# About this task
Which lines below contain "linecap"? Copy every one of them.
*** Data records Section Begins ***
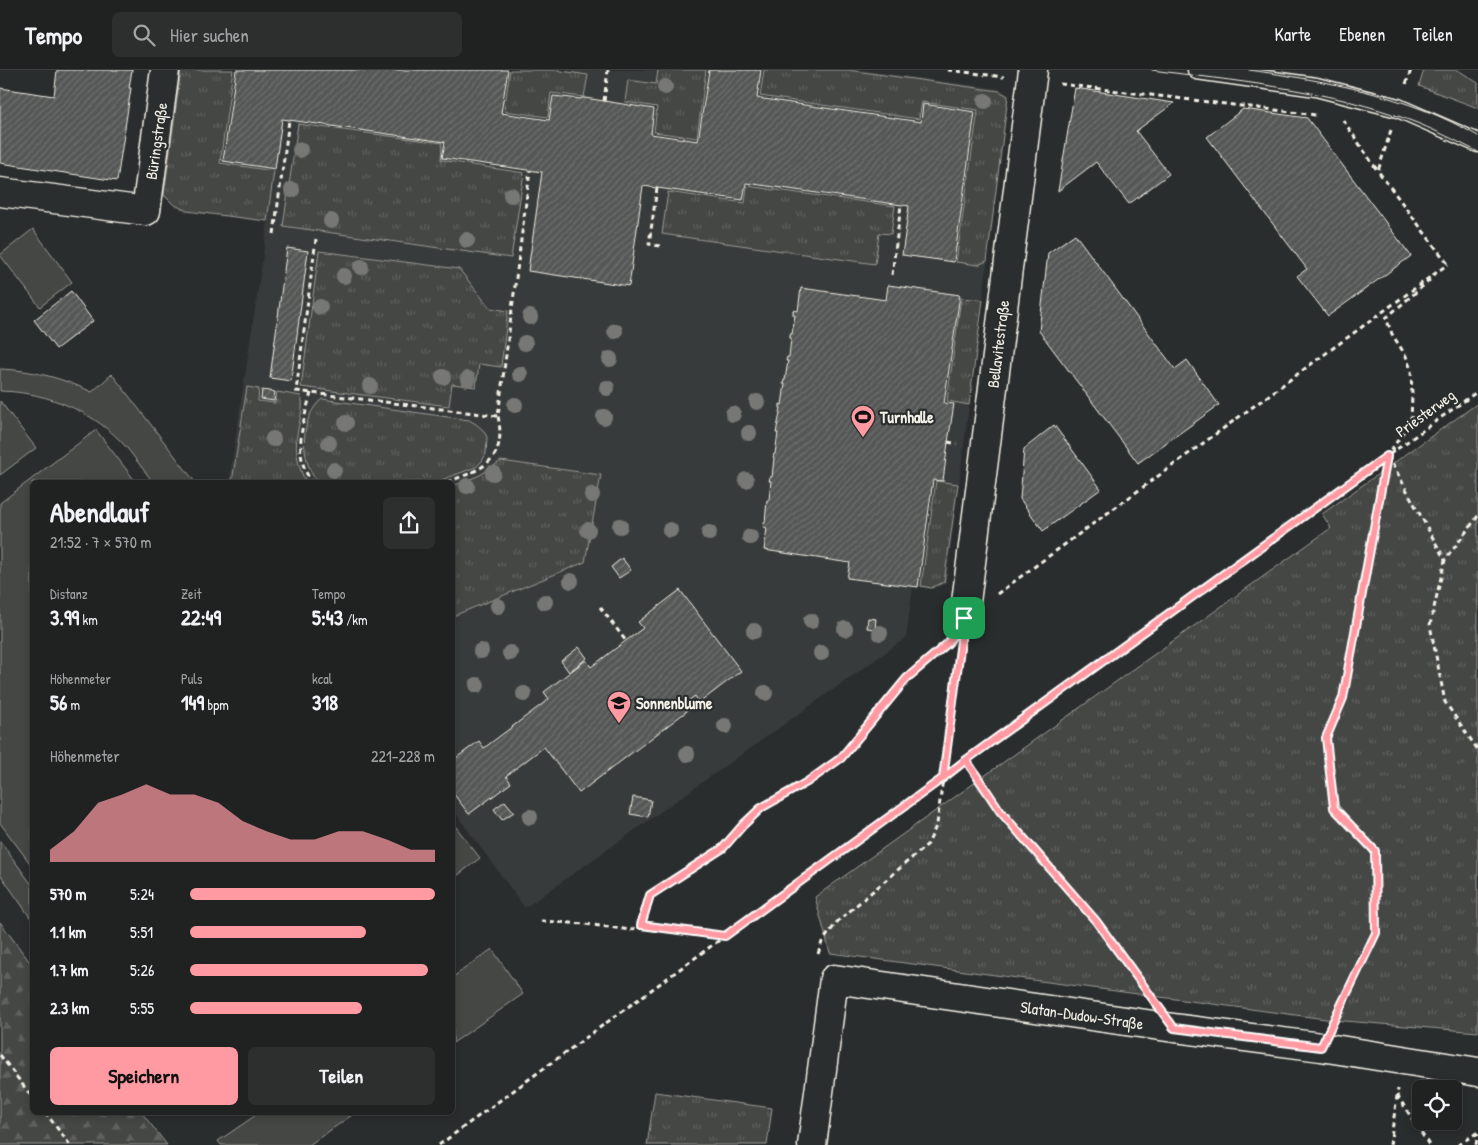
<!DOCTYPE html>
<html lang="de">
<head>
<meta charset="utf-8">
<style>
	body { margin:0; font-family:"Patrick Hand",sans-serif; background:#2d2f2f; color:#f1f3f6; height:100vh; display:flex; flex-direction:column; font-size:19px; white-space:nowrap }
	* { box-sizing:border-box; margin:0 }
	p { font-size:16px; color:#a2a4a5 }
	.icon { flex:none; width:28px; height:28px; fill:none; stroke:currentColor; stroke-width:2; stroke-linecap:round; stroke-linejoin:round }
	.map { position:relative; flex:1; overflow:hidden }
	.drawer { position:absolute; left:30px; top:410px; width:425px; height:635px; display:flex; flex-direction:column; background:#202222; border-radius:8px; box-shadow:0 2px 8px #0003,0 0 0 1px #3d3f40 }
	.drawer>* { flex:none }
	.controls { position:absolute; left:1412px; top:1010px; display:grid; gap:10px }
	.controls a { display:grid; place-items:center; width:50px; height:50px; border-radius:8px; background:#202222; box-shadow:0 2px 8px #0003,0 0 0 1px #3d3f40; font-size:25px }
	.pin { position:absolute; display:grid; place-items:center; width:42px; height:42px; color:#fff; margin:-21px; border-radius:10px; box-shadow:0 2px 8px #0006 }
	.round { display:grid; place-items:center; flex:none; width:52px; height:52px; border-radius:8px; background:#2d2f2f }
	.headline { display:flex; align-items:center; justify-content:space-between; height:85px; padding:0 20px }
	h1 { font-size:28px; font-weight:700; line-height:38px }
	.metrics { display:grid; grid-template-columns:repeat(3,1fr); gap:8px; height:85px; padding:5px 20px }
	.metrics div { display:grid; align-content:center }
	.metrics b { font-size:21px; font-weight:700 }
	.metrics small { font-size:14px; font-weight:400 }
	.metrics p { font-size:14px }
	.chart { height:140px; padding:10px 20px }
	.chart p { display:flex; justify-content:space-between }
	.chart svg { width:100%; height:90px; margin-top:5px; fill:#ff9aa2; opacity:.7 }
	.action { display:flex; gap:10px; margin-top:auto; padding:10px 20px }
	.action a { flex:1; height:58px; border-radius:8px; background:#ff9aa2; color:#111; font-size:20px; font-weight:700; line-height:58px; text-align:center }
	.action a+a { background:#2d2f2f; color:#f1f3f6 }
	ul { padding:0 20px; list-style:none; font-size:16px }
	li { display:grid; grid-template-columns:80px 60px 1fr; align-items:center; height:38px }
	li i { height:12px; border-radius:6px; background:#ff9aa2 }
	header { display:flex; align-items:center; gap:30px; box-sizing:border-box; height:70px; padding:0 25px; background:#202222; border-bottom:1px solid #3d3f40 }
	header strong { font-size:24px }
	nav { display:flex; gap:28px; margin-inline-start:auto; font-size:18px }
	.search { width:350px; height:45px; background:#2d2f2f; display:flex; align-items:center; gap:12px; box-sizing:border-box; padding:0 18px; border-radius:8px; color:#a2a4a5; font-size:19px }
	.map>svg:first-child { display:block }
	.built { fill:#373a3a }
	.grass { fill:url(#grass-tufts); stroke:#9c9c96 }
	.forest { fill:url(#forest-firs); stroke:#9c9c96 }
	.pitch { fill:#444645; stroke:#9c9c96 }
	.building { fill:url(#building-hatch); stroke:#f4f1e8 }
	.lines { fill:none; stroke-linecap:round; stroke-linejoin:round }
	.lane-casing { stroke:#f4f1e8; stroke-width:21 }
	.street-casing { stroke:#f4f1e8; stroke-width:31 }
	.path { stroke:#f4f1e8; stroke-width:3; stroke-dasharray:5 4; stroke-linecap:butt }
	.lane { stroke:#2a2d2e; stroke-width:18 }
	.street { stroke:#2a2d2e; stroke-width:28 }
	.tram { stroke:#f4f1e8; stroke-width:1 }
	.tree { fill:#777875 }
	.route-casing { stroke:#fff; stroke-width:10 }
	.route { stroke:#ff9aa2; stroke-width:6 }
	.labels { text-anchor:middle; stroke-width:4.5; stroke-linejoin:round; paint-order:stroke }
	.street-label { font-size:16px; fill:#f4f1e8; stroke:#2a2d2e }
	.poi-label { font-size:16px; font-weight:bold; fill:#f4f1e8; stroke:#2a2d2e; text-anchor:start }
</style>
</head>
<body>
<header>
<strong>Tempo</strong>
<div class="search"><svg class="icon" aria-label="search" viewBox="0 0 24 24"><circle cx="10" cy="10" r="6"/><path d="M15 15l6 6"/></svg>Hier suchen</div>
<nav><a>Karte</a><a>Ebenen</a><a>Teilen</a></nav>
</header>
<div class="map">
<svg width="1478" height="1075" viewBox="0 0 1478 1075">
	<defs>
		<pattern id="grass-tufts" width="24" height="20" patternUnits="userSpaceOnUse" patternTransform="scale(1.25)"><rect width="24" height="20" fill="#444645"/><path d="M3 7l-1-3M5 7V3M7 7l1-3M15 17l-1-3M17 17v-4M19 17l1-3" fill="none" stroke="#606160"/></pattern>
		<pattern id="forest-firs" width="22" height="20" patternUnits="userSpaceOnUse" patternTransform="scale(1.25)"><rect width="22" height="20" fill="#444645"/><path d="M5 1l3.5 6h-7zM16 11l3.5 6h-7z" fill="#606160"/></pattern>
		<pattern id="building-hatch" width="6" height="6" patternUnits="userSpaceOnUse" patternTransform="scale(1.25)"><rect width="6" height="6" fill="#555756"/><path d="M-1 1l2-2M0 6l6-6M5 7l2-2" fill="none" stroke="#6e706e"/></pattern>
	</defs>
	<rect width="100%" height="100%" fill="#2a2d2e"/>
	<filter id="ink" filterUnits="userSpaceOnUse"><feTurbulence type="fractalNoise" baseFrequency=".02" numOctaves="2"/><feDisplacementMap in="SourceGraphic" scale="10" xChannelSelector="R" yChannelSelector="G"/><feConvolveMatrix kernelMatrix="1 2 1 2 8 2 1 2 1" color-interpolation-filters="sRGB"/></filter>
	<g filter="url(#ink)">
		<path class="built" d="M179 0H861L1000 19 1009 25 946 514 932 519 913 517 906 568 525 838 453 740 452 412H229L268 152 187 142 173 135 162 125Z"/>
		<path class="grass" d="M181 0H233L220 93 274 101 267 151 187 141 173 134 164 125Z
			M510 0H560L561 1 588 5 584 27 551 23 548 47 504 41Z
			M658 0H706L697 68 654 62 657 37 625 32 628 10 656 14Z
			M764 0H848L999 21 1008 26 987 191 978 195 956 192 978 40 922 32 919 49 760 26Z
			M1424 0H1458L1478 13V38L1419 16Z
			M298 54 442 73 441 90 524 103 511 188 283 156Z
			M747 116 895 136 891 164 879 163 875 194 662 164 668 122 745 133Z
			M319 181 459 199 490 238 508 241 501 297 479 294 476 317 452 314 449 336 301 317Z
			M961 228 983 230 969 335 947 331Z
			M247 317 259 319 258 331 275 333 277 322 301 326C304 335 301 344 299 354 294 375 296 393 306 412H232Z
			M322 329 469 350 476 354 483 360 487 367 486 384 482 391 476 397 436 412H317C300 389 299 348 322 329Z
			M1478 333V962L1333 950 830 883 815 827 1331 458 1322 444Z
			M501 391 601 405 585 492 453 546V416L480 405Z
			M936 411 958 414 944 512 931 518 921 516Z
			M655 1022 772 1038 767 1075H647Z"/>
		<path class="forest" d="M0 852 32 895V1042L142 1043 167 1075H0Z"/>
		<path class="pitch" d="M33 159 72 212 40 237 0 185Z
			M0 299C33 300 62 308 92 322L112 304 195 412H153C144 401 136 389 127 378 96 342 48 322 0 321Z
			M0 331 36 378 0 405Z
			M96 360 136 412H32V796L0 753V433Z
			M452 752 480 788 453 809H452Z
			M0 771 32 815V850L0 804Z
			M492 879 523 924 453 973V907Z
			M259 1043V1042L355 1043 309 1075H221L218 1071Z"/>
		<path class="building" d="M57 0H132L129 18H131L117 111 0 93V18L54 26Z
			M236 0H508L501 43 549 50 553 26 581 29V28H585L654 39 651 64 698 71 709 0H761L757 28 921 52 923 34 975 42 954 192 902 185 909 136 746 113 743 130 643 116 629 216 528 201 542 102 442 88 445 72 282 49 275 99 223 91Z
			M1075 18 1174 33 1136 61 1169 104 1129 134 1096 92 1058 121Z
			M1243 39 1307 48 1411 186 1328 246 1297 206 1307 199 1207 67Z
			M1075 164 1175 299 1187 290 1219 335 1138 393 1039 261 1048 183Z
			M287 178 308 181 291 311 270 308Z
			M888 215 960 225 944 333 954 334 948 372 943 411 933 410 918 517 847 508 850 493 764 480 767 458 763 457 764 453H765L767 430H769L771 411H769L770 407H772L774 388 773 387 774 384H775L778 363H776L781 338H780V334L782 335 785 314H783L784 310H785L788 291H786L787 287H789L791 268H790V264H792L795 245H793V240L798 241 801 218 886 230Z
			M71 221 93 251 56 279 34 250Z
			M262 320 275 322 274 331 261 329Z
			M1054 355 1101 419 1043 461 1020 429 1024 379Z
			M622 488 631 500 619 508 611 497Z
			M680 520 741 601 699 633 695 626 683 635 687 641 579 723 544 677 506 706 511 713 469 744 452 722V691L479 671 484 678 549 629 544 622 586 590 591 597 643 558 638 552Z
			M868 548 876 549 875 559 867 558Z
			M579 577 587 588 569 602 561 591Z
			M633 727 651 730 648 747 630 744Z
			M505 731 514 742 502 750 494 739Z"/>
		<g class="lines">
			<defs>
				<path id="lane" d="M1197 0 1316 17 1398 38 1478 73"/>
				<path id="street" d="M0 122 146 141 165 0
					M964 548 1033 0
					M812 1075 834 909 1174 958 1321 977 1478 1002"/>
			</defs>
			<use href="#lane" class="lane-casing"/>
			<use href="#street" class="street-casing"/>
			<path class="path" d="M948 0 1004 7
				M1060 14 1316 45
				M1406 14 1411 0
				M604 31 608 0
				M1343 50 1377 100
				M1391 60 1378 101 1448 194
				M657 118 649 174 660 176
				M274 164 289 50
				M316 169 296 321 498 346 530 101
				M892 205 901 135
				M311 323C303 352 292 385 312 412
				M948 372 957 374
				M1390 384 1478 321
				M1388 386 1445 490
				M447 412C483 399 507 391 498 346
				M1478 446 1445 490 1430 555 1445 632 1478 680
				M997 524 1448 194
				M600 537 626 571
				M966 690 999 741 1096 851 1149 924
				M541 851 585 854 631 860 641 855 649 825 723 778 743 755 761 739 807 712 841 688 907 608 949 572
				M641 855 725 866 1387 386 1411 351 1412 325 1411 300 1406 286 1392 264 1386 248 1431 209
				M818 884 822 872 838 851 928 774 937 754 960 576
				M1333 950 1376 863 1375 781 1334 739 1326 668 1343 628 1387 386
				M0 985 32 1027
				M1397 1025 1429 1075
				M45 1042 70 1075
				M439 1075 725 866
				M1390 1075 1398 1019
				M1458 1075 1478 1062
				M1476 1075 1478 1063"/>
			<use href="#lane" class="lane"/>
			<use href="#street" class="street"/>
			<path class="tram" d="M1152 0C1233 11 1317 18 1395 45 1423 54 1451 68 1478 82
				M1249 0C1328 11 1408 25 1478 66"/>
		</g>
		<g class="tree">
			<circle cx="665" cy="17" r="8"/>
			<circle cx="985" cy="31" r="8"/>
			<circle cx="300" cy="80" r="8"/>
			<circle cx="292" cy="120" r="8"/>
			<circle cx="511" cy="125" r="8"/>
			<circle cx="331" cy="151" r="8"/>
			<circle cx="467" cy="170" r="8"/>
			<circle cx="361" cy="197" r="8"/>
			<circle cx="344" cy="206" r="8"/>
			<circle cx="320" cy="237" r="8"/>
			<circle cx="530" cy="247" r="8"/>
			<circle cx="615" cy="261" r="8"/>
			<circle cx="525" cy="273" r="8"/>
			<circle cx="610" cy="289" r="8"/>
			<circle cx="520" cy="304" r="8"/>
			<circle cx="443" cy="307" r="8"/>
			<circle cx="468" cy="309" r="8"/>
			<circle cx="370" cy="316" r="8"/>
			<circle cx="607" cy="318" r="8"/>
			<circle cx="757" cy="332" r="8"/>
			<circle cx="515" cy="335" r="8"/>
			<circle cx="733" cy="344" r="8"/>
			<circle cx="604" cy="347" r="8"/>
			<circle cx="346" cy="353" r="8"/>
			<circle cx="749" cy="363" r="8"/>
			<circle cx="273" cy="369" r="8"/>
			<circle cx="329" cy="373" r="8"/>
			<circle cx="334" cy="400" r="8"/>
			<circle cx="493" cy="403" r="8"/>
			<circle cx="746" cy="410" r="8"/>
			<circle cx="467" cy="416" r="8"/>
			<circle cx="592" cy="425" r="8"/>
			<circle cx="620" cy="456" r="8"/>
			<circle cx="588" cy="460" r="8"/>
			<circle cx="670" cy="460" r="8"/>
			<circle cx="709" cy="463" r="8"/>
			<circle cx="750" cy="467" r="8"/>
			<circle cx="571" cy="511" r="8"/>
			<circle cx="545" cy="532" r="8"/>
			<circle cx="498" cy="536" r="8"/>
			<circle cx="811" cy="551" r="8"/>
			<circle cx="845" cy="559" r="8"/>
			<circle cx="754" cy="561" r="8"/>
			<circle cx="880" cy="563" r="8"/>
			<circle cx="481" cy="581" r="8"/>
			<circle cx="510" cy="583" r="8"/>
			<circle cx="821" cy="583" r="8"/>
			<circle cx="477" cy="615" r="8"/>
			<circle cx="765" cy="623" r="8"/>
			<circle cx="524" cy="624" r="8"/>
			<circle cx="725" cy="656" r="8"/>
			<circle cx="687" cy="684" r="8"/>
			<circle cx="530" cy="747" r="8"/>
		</g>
	</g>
	<g class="lines" filter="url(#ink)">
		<defs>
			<path id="route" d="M964 548 948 573 907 608 841 688 807 712 761 738 743 755 723 778 650 825 641 855 725 866 943 708 966 690 1000 741 1096 851 1174 958 1321 977 1376 863 1375 781 1334 738 1326 668 1343 628 1387 386 966 690 943 708 964 548"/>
		</defs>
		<use href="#route" class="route-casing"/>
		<use href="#route" class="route"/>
	</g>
	<defs>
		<symbol id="stadium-pin" viewBox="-11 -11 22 30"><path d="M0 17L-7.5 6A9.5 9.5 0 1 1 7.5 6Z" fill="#ff9aa2" stroke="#2a2d2e"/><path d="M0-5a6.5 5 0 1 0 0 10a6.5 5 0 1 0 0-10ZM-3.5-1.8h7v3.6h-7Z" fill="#111"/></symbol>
		<symbol id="school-pin" viewBox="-11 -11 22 30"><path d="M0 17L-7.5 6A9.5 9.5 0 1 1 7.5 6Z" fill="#ff9aa2" stroke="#2a2d2e"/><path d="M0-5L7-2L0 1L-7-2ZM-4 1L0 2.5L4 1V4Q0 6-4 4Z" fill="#111"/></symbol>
	</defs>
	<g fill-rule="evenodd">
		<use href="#stadium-pin" x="849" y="333" width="28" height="38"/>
		<use href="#school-pin" x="605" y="619" width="28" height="38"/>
	</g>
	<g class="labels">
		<g class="street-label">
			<text transform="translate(156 71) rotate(-82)" y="6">Büringstraße</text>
			<text transform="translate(998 274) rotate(-83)" y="6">Bellavitestraße</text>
			<text transform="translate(1425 343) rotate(-36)" y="6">Priesterweg</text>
			<text transform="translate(1082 945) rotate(8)" y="6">Slatan-Dudow-Straße</text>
		</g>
		<g class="poi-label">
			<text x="880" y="353">Turnhalle</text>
			<text x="636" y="639">Sonnenblume</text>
		</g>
	</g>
</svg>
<div class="controls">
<a><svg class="icon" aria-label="locate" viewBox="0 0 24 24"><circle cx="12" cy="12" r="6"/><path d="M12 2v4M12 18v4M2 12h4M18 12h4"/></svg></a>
</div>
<div class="pin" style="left:964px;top:548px;background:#1e9e55"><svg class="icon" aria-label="arrive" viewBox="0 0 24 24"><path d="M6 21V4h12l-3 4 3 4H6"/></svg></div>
<section class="drawer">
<div class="headline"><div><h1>Abendlauf</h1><p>21:52 · 7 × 570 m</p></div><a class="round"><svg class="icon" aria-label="share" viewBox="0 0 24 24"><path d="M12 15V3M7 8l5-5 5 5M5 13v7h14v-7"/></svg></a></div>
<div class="metrics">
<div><p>Distanz</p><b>3.99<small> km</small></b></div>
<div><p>Zeit</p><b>22:49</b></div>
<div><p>Tempo</p><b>5:43<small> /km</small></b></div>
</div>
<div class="metrics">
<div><p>Höhenmeter</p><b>56<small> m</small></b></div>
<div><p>Puls</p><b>149<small> bpm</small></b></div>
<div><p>kcal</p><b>318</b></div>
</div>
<div class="chart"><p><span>Höhenmeter</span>221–228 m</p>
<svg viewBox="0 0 160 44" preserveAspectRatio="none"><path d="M0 44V38L10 29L20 15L30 11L40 6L50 11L60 11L70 15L80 24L90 29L100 33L110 33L120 29L130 29L140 33L150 38L160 38V44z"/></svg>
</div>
<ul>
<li><b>570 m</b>5:24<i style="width:100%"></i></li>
<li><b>1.1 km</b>5:51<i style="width:72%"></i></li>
<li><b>1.7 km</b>5:26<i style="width:97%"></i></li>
<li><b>2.3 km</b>5:55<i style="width:70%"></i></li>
</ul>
<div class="action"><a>Speichern</a><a>Teilen</a></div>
</section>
</div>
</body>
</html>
*** Data records Section Ends ***
# Result
	.icon { flex:none; width:28px; height:28px; fill:none; stroke:currentColor; stroke-width:2; stroke-linecap:round; stroke-linejoin:round }
	.lines { fill:none; stroke-linecap:round; stroke-linejoin:round }
	.path { stroke:#f4f1e8; stroke-width:3; stroke-dasharray:5 4; stroke-linecap:butt }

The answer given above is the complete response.